Saved data entries:
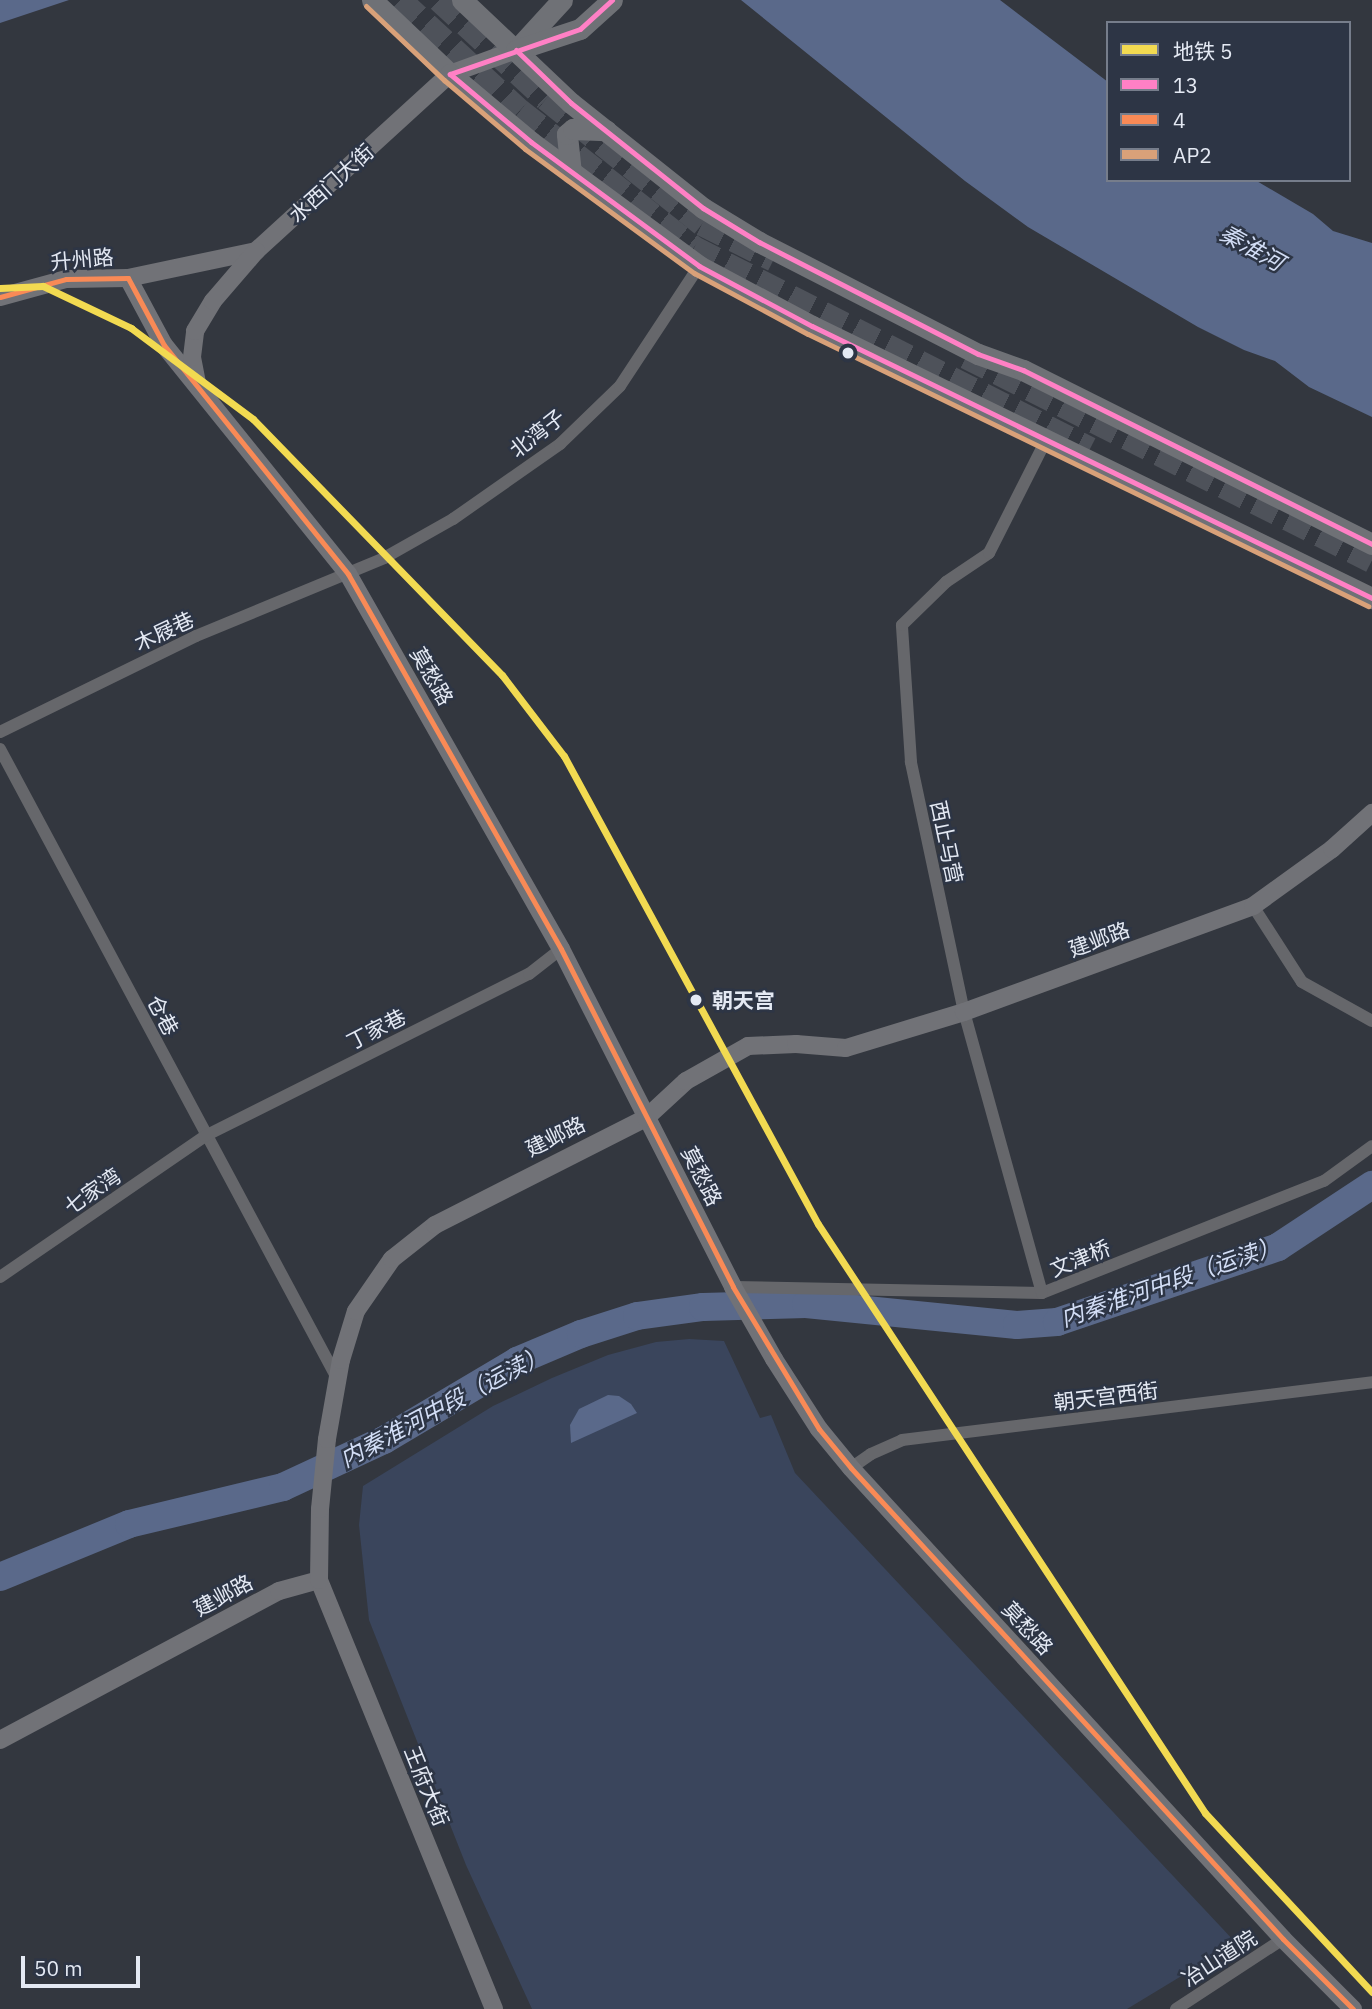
<!DOCTYPE html>
<meta charset="utf-8">
<style>
body{margin:0}
#map{position:relative;width:1372px;height:2009px;overflow:hidden;background:#33373f;font-family:"IBM Plex Sans","Noto Sans SC",sans-serif}
div>[style]{position:absolute}
.green>*{inset:0;background:#3a455c}
.water>*{inset:0;background:#5a698a}
.river>*{height:28px;margin:-14px;padding:0 14px;transform-origin:14px;border-radius:14px;background:#5a698a}
.highway-tunnel>*{height:24px;margin-top:-12px;transform-origin:0;background:repeating-linear-gradient(90deg,#4e525a 0 24px,transparent 0 36px)}
.street>*{height:12px;margin:-6px;padding:0 6px;transform-origin:6px;border-radius:6px;background:#66676b}
.secondary>*{height:18px;margin:-9px;padding:0 9px;transform-origin:9px;border-radius:9px;background:#717277}
.primary>*{height:21px;margin:-10.5px;padding:0 10.5px;transform-origin:10.5px;border-radius:10.5px;background:#6f7176}
.bus-1>*{height:5px;margin:-2.5px;padding:0 2.5px;transform-origin:2.5px;border-radius:2.5px;background:#ff80c5}
.bus-2>*{height:5px;margin:-2.5px;padding:0 2.5px;transform-origin:2.5px;border-radius:2.5px;background:#f98a56}
.bus-3>*{height:5px;margin:-2.5px;padding:0 2.5px;transform-origin:2.5px;border-radius:2.5px;background:#d9a179}
.metro-1>*{height:7px;margin:-3.5px;padding:0 3.5px;transform-origin:3.5px;border-radius:3.5px;background:#f2da51}
.dots>*{width:19px;height:19px;translate:-50% -50%;box-sizing:border-box;border:4px solid #2d3545;border-radius:50%}
span{translate:-50% -50%;white-space:nowrap;text-align:center;line-height:1.15;-webkit-text-stroke:5px #2d3545;paint-order:stroke}
.street-label{font-size:21px;color:#e4e9f3}
.stop-label{font-size:21px;color:#e4e9f3;font-weight:700}
.left{translate:0 -50%;text-align:left}
.water-label{font-size:23px;color:#d2ddf5;font-style:italic}
.legend{position:absolute;left:1106px;top:21px;width:245px;height:161px;box-sizing:border-box;background:#2d3545;border:2px solid #767d8b;margin:0;padding:9px 12px;list-style:none;font-size:21px;color:#e4e9f3}
.legend li{display:flex;align-items:center;gap:14px;height:35px}
.legend b{width:35px;border:2px solid #767d8b}
.scale{position:absolute;left:21px;top:1956px;width:119px;height:32px;box-sizing:border-box;border:4px solid #e4e9f3;border-top:0;padding-left:9px;font-size:21px;line-height:24px;white-space:nowrap;color:#e4e9f3;-webkit-text-stroke:5px #2d3545;paint-order:stroke}
</style>
<div id="map">
<div class="green">
<div style="clip-path:polygon(689px 1339px,724px 1341px,760px 1418px,771px 1415px,795px 1473px,1236px 1943px,1127px 2009px,532px 2009px,466px 1865px,369px 1620px,359px 1525px,363px 1486px,493px 1406px,552px 1378px,608px 1355px,656px 1342px)"></div>
</div>
<div class="water">
<div style="clip-path:polygon(0 0,69px 0,0 23px)"></div>
<div style="clip-path:polygon(741px 0,1000px 0,1108px 82px,1108px 180px,1255px 180px,1313px 214px,1333px 231px,1372px 243px,1372px 417px,1309px 387px,1275px 361px,1244px 350px,1198px 327px,1028px 227px,965px 181px)"></div>
<div style="clip-path:polygon(608px 1395px,619px 1396px,631px 1404px,637px 1413px,571px 1443px,570px 1425px,579px 1409px)"></div>
</div>
<div class="river">
<div style="left:0;top:1577px;width:139px;rotate:-22.3deg"></div>
<div style="left:129px;top:1524px;width:158px;rotate:-13.5deg"></div>
<div style="left:283px;top:1487px;width:111px;rotate:-25deg"></div>
<div style="left:384px;top:1440px;width:155px;rotate:-30.7deg"></div>
<div style="left:517px;top:1361px;width:69px;rotate:-22.9deg"></div>
<div style="left:581px;top:1334px;width:59px;rotate:-17.8deg"></div>
<div style="left:637px;top:1316px;width:67px;rotate:-7.8deg"></div>
<div style="left:703px;top:1307px;width:103px;rotate:-1.7deg"></div>
<div style="left:806px;top:1304px;width:212px;rotate:5.7deg"></div>
<div style="left:1017px;top:1325px;width:40px;rotate:-4.3deg"></div>
<div style="left:1057px;top:1322px;width:233px;rotate:-18.7deg"></div>
<div style="left:1278px;top:1247px;width:113px;rotate:-33.4deg"></div>
</div>
<div class="highway-tunnel">
<div style="left:400px;top:0;width:163px;rotate:42.8deg"></div>
<div style="left:520px;top:111px;width:221px;rotate:38.2deg"></div>
<div style="left:694px;top:248px;width:444px;rotate:26.9deg"></div>
<div style="left:439px;top:0;width:146px;rotate:42.8deg"></div>
<div style="left:546px;top:99px;width:200px;rotate:38.7deg"></div>
<div style="left:702px;top:224px;width:80px;rotate:26.6deg"></div>
<div style="left:966px;top:357px;width:454px;rotate:26.7deg"></div>
</div>
<div class="street">
<div style="left:0;top:732px;width:218px;rotate:-26.1deg"></div>
<div style="left:196px;top:636px;width:204px;rotate:-22.5deg"></div>
<div style="left:384px;top:558px;width:79px;rotate:-29.5deg"></div>
<div style="left:453px;top:519px;width:131px;rotate:-35deg"></div>
<div style="left:560px;top:444px;width:83px;rotate:-44deg"></div>
<div style="left:620px;top:386px;width:144px;rotate:-56.6deg"></div>
<div style="left:0;top:749px;width:714px;rotate:61.82deg"></div>
<div style="left:1253px;top:906px;width:90px;rotate:57.2deg"></div>
<div style="left:1302px;top:982px;width:80px;rotate:29.1deg"></div>
<div style="left:0;top:1277px;width:249px;rotate:-34.5deg"></div>
<div style="left:205px;top:1136px;width:362px;rotate:-26.6deg"></div>
<div style="left:529px;top:974px;width:41px;rotate:-38deg"></div>
<div style="left:733px;top:1287px;width:309px;rotate:1.1deg"></div>
<div style="left:1042px;top:1293px;width:303px;rotate:-21.7deg"></div>
<div style="left:1324px;top:1181px;width:59px;rotate:-36.1deg"></div>
<div style="left:1042px;top:1293px;width:292px;rotate:-105.5deg"></div>
<div style="left:964px;top:1012px;width:256px;rotate:-102deg"></div>
<div style="left:911px;top:762px;width:137px;rotate:-93.8deg"></div>
<div style="left:902px;top:625px;width:62px;rotate:-44.3deg"></div>
<div style="left:946px;top:582px;width:52px;rotate:-34deg"></div>
<div style="left:989px;top:553px;width:127px;rotate:-63.2deg"></div>
<div style="left:851px;top:1468px;width:24px;rotate:-35deg"></div>
<div style="left:871px;top:1454px;width:34px;rotate:-24deg"></div>
<div style="left:902px;top:1440px;width:474px;rotate:-7deg"></div>
<div style="left:1176px;top:2009px;width:128px;rotate:-33.2deg"></div>
</div>
<div class="secondary">
<div style="left:128px;top:278px;width:76px;rotate:61.8deg"></div>
<div style="left:164px;top:345px;width:294px;rotate:51.2deg"></div>
<div style="left:348px;top:574px;width:431px;rotate:60.4deg"></div>
<div style="left:561px;top:949px;width:379px;rotate:63deg"></div>
<div style="left:733px;top:1287px;width:83px;rotate:60.3deg"></div>
<div style="left:774px;top:1359px;width:83px;rotate:57.3deg"></div>
<div style="left:819px;top:1429px;width:50px;rotate:50.6deg"></div>
<div style="left:851px;top:1468px;width:639px;rotate:47.47deg"></div>
<div style="left:1283px;top:1939px;width:99px;rotate:45deg"></div>
<div style="left:0;top:297px;width:68px;rotate:-15.3deg"></div>
<div style="left:66px;top:279px;width:62px;rotate:-0.9deg"></div>
<div style="left:128px;top:278px;width:131px;rotate:-11.9deg"></div>
<div style="left:256px;top:251px;width:263px;rotate:-42.4deg"></div>
<div style="left:450px;top:74px;width:70px;rotate:-20deg"></div>
<div style="left:197px;top:383px;width:26px;rotate:-101deg"></div>
<div style="left:192px;top:357px;width:26px;rotate:-83deg"></div>
<div style="left:195px;top:331px;width:35px;rotate:-59deg"></div>
<div style="left:213px;top:301px;width:66px;rotate:-49.3deg"></div>
<div style="left:0;top:1740px;width:316px;rotate:-28.1deg"></div>
<div style="left:279px;top:1591px;width:41px;rotate:-15.4deg"></div>
<div style="left:494px;top:2009px;width:463px;rotate:-112.2deg"></div>
<div style="left:319px;top:1580px;width:71px;rotate:-89.2deg"></div>
<div style="left:320px;top:1509px;width:70px;rotate:-84.3deg"></div>
<div style="left:327px;top:1439px;width:80px;rotate:-80deg"></div>
<div style="left:341px;top:1360px;width:51px;rotate:-73deg"></div>
<div style="left:356px;top:1311px;width:63px;rotate:-55.3deg"></div>
<div style="left:392px;top:1259px;width:55px;rotate:-38.3deg"></div>
<div style="left:435px;top:1225px;width:237px;rotate:-26.9deg"></div>
<div style="left:646px;top:1118px;width:54px;rotate:-42.8deg"></div>
<div style="left:686px;top:1081px;width:71px;rotate:-29.4deg"></div>
<div style="left:748px;top:1046px;width:48px;rotate:-2.4deg"></div>
<div style="left:796px;top:1044px;width:50px;rotate:4.6deg"></div>
<div style="left:846px;top:1048px;width:123px;rotate:-17deg"></div>
<div style="left:964px;top:1012px;width:308px;rotate:-20.1deg"></div>
<div style="left:1253px;top:906px;width:97px;rotate:-35.8deg"></div>
<div style="left:1332px;top:849px;width:54px;rotate:-42deg"></div>
</div>
<div class="primary">
<div style="left:372px;top:0;width:108px;rotate:43.5deg"></div>
<div style="left:450px;top:74px;width:106px;rotate:40deg"></div>
<div style="left:531px;top:142px;width:209px;rotate:36.4deg"></div>
<div style="left:699px;top:266px;width:128px;rotate:28deg"></div>
<div style="left:812px;top:326px;width:623px;rotate:25.91deg"></div>
<div style="left:462px;top:0;width:150px;rotate:43.4deg"></div>
<div style="left:571px;top:103px;width:169px;rotate:38.5deg"></div>
<div style="left:703px;top:208px;width:66px;rotate:31.3deg"></div>
<div style="left:759px;top:242px;width:246px;rotate:27.1deg"></div>
<div style="left:978px;top:354px;width:48px;rotate:19.6deg"></div>
<div style="left:1023px;top:370px;width:390px;rotate:26.5deg"></div>
<div style="left:518px;top:48px;width:65px;rotate:-47.5deg"></div>
<div style="left:516px;top:50px;width:67px;rotate:-18.2deg"></div>
<div style="left:580px;top:29px;width:43px;rotate:-42.2deg"></div>
<div style="left:571px;top:173px;width:39px;rotate:-96deg"></div>
<div style="left:567px;top:134px;width:8px;rotate:-40deg"></div>
<div style="left:573px;top:129px;width:33px;rotate:2deg"></div>
</div>
<div class="bus-1">
<div style="left:612px;top:0;width:43px;rotate:137.8deg"></div>
<div style="left:580px;top:29px;width:138px;rotate:160.9deg"></div>
<div style="left:450px;top:74px;width:106px;rotate:40deg"></div>
<div style="left:531px;top:142px;width:209px;rotate:36.4deg"></div>
<div style="left:699px;top:266px;width:128px;rotate:28deg"></div>
<div style="left:812px;top:326px;width:623px;rotate:25.91deg"></div>
<div style="left:516px;top:50px;width:76px;rotate:43.9deg"></div>
<div style="left:571px;top:103px;width:169px;rotate:38.5deg"></div>
<div style="left:703px;top:208px;width:66px;rotate:31.3deg"></div>
<div style="left:759px;top:242px;width:246px;rotate:27.1deg"></div>
<div style="left:978px;top:354px;width:48px;rotate:19.6deg"></div>
<div style="left:1023px;top:370px;width:390px;rotate:26.5deg"></div>
</div>
<div class="bus-2">
<div style="left:0;top:297px;width:68px;rotate:-15.3deg"></div>
<div style="left:66px;top:279px;width:62px;rotate:-0.9deg"></div>
<div style="left:128px;top:278px;width:76px;rotate:61.8deg"></div>
<div style="left:164px;top:345px;width:294px;rotate:51.2deg"></div>
<div style="left:348px;top:574px;width:431px;rotate:60.4deg"></div>
<div style="left:561px;top:949px;width:379px;rotate:63deg"></div>
<div style="left:733px;top:1287px;width:166px;rotate:58.8deg"></div>
<div style="left:819px;top:1429px;width:50px;rotate:50.6deg"></div>
<div style="left:851px;top:1468px;width:639px;rotate:47.47deg"></div>
<div style="left:1283px;top:1939px;width:99px;rotate:45deg"></div>
</div>
<div class="bus-3">
<div style="left:366px;top:6px;width:108px;rotate:43.5deg"></div>
<div style="left:444px;top:80px;width:106px;rotate:40.4deg"></div>
<div style="left:525px;top:149px;width:210px;rotate:36.3deg"></div>
<div style="left:694px;top:273px;width:129px;rotate:28.2deg"></div>
<div style="left:808px;top:334px;width:623px;rotate:25.91deg"></div>
</div>
<div class="metro-1">
<div style="left:0;top:288px;width:43px;rotate:-2.7deg"></div>
<div style="left:43px;top:286px;width:98px;rotate:25.5deg"></div>
<div style="left:131px;top:328px;width:152px;rotate:36.7deg"></div>
<div style="left:253px;top:419px;width:357px;rotate:45.8deg"></div>
<div style="left:502px;top:675px;width:102px;rotate:52.6deg"></div>
<div style="left:564px;top:756px;width:532px;rotate:61.51deg"></div>
<div style="left:818px;top:1224px;width:705px;rotate:56.69deg"></div>
<div style="left:1205px;top:1813px;width:245px;rotate:47deg"></div>
</div>
<div class="dots">
<div style="left:848px;top:353px;background:#e4e9f3"></div>
<div style="left:696px;top:1000px;background:#e4e9f3"></div>
</div>
<div class="street-label">
<span style="left:331px;top:183px;rotate:-42deg">水西门大街</span>
<span style="left:82px;top:259px;rotate:-5deg">升州路</span>
<span style="left:537px;top:433px;rotate:-38deg">北湾子</span>
<span style="left:164px;top:631px;rotate:-25deg">木屐巷</span>
<span style="left:432px;top:676px;rotate:60deg">莫愁路</span>
<span style="left:947px;top:842px;rotate:78deg">西止马营</span>
<span style="left:1099px;top:939px;rotate:-20deg">建邺路</span>
<span style="left:163px;top:1015px;rotate:62deg">仓巷</span>
<span style="left:376px;top:1029px;rotate:-27deg">丁家巷</span>
<span style="left:555px;top:1136px;rotate:-26deg">建邺路</span>
<span style="left:702px;top:1176px;rotate:63deg">莫愁路</span>
<span style="left:92px;top:1191px;rotate:-35deg">七家湾</span>
<span style="left:1080px;top:1258px;rotate:-22deg">文津桥</span>
<span style="left:1106px;top:1396px;rotate:-7deg">朝天宫西街</span>
<span style="left:223px;top:1595px;rotate:-28deg">建邺路</span>
<span style="left:1028px;top:1628px;rotate:47deg">莫愁路</span>
<span style="left:427px;top:1786px;rotate:68deg">王府大街</span>
<span style="left:1219px;top:1958px;rotate:-33deg">冶山道院</span>
</div>
<div class="stop-label">
<span class="left" style="left:712px;top:1000px">朝天宫</span>
</div>
<div class="water-label">
<span style="left:1252px;top:247px;rotate:29deg">秦淮河</span>
<span style="left:1170px;top:1281px;rotate:-19deg">内秦淮河中段（运渎）</span>
<span style="left:443px;top:1406px;rotate:-28deg">内秦淮河中段（运渎）</span>
</div>
<ul class="legend">
<li><b style="height:9px;background:#f2da51"></b>地铁 5</li>
<li><b style="height:9px;background:#ff80c5"></b>13</li>
<li><b style="height:9px;background:#f98a56"></b>4</li>
<li><b style="height:9px;background:#d9a179"></b>AP2</li>
</ul>
<div class="scale">50 m</div>
</div>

Exercise instructions
Which lines of the data include "inset"? Copy each of them.

Exercise output
.green>*{inset:0;background:#3a455c}
.water>*{inset:0;background:#5a698a}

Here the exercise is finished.